I love that Yeo Reum’s mom, in her tough no nonsense way, imparts this wisdom about relationships. Sometimes you wait and wait for the right one and love passes you by. Other times, you rush into love because on paper it looks good and it’s not the right match. There aren’t any real rules for figuring love out.
On the other hand, love could be right next to all along. That’s what Do Joon Ho (Yoon Hyun Min) and Yoon Sol (Kim Seul Gi) experience as the main leads’ sidekicks. They are the friends that help each other through heartbreaks, give advice (sometimes not the best advice) or get nosy when the leads need some pushing along. Despite loving Kim Seul Gi, I think she’s definitely at her best when she’s the lead’s best friend. As for Yoon Hyun Min, I was delighted to see this lighter side of him after watching him in Inspiring Generation. They were a good distraction when the main plot got too angsty.

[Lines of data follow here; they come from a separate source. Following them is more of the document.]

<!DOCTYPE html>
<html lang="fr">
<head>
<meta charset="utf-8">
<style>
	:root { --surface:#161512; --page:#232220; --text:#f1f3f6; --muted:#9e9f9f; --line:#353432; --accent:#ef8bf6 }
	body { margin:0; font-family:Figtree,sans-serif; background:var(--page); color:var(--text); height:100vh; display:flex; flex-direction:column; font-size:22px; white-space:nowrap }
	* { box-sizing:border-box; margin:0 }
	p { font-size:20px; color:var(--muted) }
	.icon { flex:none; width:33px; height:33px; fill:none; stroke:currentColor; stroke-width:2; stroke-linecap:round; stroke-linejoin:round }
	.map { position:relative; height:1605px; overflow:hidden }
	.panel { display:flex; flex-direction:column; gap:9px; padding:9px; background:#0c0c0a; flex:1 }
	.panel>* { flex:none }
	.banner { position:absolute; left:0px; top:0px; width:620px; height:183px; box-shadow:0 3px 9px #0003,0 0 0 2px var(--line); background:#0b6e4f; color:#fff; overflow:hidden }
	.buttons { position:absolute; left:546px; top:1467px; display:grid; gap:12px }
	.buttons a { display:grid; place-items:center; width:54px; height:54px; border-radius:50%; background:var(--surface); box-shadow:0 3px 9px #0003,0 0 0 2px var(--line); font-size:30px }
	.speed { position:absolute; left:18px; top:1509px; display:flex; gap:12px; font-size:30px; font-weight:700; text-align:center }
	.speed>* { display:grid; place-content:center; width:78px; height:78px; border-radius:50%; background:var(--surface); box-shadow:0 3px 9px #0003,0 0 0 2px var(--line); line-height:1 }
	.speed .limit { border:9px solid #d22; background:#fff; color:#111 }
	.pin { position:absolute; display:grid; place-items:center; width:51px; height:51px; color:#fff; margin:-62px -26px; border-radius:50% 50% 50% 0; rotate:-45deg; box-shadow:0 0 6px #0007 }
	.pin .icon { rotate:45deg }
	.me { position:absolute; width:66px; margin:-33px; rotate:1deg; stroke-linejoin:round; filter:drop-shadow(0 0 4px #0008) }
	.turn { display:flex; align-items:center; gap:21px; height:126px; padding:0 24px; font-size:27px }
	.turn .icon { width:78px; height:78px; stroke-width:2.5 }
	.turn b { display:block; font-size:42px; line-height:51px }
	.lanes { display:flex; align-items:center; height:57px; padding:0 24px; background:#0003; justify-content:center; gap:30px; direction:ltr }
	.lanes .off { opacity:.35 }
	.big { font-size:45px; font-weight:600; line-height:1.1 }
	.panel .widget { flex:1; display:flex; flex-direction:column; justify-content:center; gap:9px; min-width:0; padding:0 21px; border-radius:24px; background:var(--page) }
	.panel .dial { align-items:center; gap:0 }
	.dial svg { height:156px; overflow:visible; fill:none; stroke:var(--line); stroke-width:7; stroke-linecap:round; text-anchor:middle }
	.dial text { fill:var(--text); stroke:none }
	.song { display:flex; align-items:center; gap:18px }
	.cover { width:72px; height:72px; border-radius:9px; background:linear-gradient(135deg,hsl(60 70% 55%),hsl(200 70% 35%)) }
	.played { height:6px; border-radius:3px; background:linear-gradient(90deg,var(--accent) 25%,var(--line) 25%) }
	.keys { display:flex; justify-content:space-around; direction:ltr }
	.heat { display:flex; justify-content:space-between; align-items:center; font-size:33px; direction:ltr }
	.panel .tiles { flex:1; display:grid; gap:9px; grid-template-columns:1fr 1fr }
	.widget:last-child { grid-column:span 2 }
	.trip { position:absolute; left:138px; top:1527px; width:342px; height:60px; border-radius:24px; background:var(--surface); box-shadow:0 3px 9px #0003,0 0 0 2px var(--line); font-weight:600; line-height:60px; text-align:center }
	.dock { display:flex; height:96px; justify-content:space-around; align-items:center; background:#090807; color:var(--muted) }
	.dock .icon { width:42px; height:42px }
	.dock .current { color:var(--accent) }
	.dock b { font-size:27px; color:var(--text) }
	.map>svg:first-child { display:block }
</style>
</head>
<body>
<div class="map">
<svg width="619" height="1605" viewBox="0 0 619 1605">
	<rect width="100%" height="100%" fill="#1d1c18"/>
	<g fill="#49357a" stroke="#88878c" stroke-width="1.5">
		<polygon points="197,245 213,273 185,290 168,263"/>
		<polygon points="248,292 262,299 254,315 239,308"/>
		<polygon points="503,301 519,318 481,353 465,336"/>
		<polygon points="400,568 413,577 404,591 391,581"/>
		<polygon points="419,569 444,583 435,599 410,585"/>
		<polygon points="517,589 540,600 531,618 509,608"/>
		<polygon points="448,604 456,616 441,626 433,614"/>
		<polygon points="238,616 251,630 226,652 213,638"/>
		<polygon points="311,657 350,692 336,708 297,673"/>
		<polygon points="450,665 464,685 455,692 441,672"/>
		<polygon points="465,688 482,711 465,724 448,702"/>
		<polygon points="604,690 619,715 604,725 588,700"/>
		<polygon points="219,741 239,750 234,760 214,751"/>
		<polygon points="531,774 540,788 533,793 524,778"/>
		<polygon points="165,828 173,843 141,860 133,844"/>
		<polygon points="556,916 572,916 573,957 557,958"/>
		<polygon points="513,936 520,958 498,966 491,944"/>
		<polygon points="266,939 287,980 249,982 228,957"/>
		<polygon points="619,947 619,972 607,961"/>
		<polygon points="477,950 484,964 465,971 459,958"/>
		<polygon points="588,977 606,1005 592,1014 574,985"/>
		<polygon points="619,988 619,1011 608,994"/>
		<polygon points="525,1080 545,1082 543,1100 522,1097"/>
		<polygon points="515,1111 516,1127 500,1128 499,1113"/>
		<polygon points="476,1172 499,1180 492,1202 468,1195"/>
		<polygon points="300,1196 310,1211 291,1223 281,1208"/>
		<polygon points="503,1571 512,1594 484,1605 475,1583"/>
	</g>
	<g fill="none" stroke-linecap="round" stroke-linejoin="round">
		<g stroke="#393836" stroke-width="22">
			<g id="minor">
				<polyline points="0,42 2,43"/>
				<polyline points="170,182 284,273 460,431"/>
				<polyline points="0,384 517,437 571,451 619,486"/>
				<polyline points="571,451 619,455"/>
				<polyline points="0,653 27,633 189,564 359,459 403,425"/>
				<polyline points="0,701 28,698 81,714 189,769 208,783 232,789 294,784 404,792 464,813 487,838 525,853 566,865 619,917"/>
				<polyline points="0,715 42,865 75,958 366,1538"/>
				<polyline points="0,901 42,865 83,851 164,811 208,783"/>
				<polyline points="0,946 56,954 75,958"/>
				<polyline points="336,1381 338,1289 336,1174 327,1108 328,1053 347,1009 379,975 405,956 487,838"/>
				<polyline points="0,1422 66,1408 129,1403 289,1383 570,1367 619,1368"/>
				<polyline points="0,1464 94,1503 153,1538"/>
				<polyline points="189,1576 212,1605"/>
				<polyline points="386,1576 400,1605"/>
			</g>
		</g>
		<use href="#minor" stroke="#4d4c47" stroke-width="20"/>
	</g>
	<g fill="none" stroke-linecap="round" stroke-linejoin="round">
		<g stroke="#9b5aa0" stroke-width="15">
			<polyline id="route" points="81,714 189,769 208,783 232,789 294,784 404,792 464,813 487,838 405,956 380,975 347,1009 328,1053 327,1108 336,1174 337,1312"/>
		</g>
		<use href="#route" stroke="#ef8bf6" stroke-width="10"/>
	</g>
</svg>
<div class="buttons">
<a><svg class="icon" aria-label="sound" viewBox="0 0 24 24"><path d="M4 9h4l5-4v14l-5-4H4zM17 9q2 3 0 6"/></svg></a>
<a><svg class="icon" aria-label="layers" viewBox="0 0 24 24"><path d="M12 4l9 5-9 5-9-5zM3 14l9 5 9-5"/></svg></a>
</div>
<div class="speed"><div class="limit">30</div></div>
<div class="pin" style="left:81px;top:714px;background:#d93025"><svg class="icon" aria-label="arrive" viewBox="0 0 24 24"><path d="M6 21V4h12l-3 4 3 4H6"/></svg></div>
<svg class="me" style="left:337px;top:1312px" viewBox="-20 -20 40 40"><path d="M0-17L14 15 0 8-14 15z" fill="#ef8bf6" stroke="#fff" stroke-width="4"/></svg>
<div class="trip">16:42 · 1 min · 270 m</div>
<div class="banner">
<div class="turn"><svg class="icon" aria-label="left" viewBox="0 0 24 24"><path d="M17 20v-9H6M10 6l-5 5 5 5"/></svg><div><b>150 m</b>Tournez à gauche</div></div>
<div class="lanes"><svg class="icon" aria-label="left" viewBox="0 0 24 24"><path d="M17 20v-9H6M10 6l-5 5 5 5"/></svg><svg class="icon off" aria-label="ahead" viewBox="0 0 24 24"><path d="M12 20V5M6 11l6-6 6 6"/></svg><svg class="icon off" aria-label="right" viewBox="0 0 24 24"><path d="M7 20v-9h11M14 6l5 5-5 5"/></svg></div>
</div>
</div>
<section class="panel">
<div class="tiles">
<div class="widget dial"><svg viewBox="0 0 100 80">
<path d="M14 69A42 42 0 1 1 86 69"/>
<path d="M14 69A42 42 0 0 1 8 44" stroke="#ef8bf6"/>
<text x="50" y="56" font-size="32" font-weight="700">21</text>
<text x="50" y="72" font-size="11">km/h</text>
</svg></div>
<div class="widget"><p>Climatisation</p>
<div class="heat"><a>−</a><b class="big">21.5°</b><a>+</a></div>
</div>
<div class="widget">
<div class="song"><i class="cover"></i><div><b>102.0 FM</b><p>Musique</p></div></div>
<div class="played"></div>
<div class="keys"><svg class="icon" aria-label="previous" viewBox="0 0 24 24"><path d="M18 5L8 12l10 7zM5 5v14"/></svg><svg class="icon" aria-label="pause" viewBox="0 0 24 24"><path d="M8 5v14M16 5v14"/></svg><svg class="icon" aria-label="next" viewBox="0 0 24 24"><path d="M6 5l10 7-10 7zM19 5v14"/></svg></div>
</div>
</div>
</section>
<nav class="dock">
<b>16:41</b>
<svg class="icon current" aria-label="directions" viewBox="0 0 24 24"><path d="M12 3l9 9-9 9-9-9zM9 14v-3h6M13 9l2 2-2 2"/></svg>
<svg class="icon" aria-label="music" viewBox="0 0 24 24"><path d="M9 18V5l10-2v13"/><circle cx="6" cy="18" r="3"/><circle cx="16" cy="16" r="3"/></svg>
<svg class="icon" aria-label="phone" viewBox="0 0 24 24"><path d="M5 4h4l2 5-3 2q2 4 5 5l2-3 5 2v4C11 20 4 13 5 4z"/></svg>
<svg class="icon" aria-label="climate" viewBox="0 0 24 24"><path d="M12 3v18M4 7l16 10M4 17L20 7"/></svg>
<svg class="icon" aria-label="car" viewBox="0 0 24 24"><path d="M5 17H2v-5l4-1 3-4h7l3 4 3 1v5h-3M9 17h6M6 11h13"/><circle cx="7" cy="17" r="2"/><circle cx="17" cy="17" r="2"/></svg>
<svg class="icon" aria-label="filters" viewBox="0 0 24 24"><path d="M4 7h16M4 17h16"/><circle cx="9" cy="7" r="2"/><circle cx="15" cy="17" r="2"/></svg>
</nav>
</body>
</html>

The drama certainly knows how to balance the lighthearted with the deeper thoughts of how to make a relationship work. While drama’s not here to provide viewers with relationship advice, it certainly depicts relatable relationship scenarios and points of views. I’m really glad that K-Dramas are treading this new territory in their formatting their stories. It’s not a new way of writing them and Discovery of Love doesn’t totally abandon the format but I was getting tired of the traditional K-Drama romcoms where you can time the twist and climactic points down to the minute in the drama.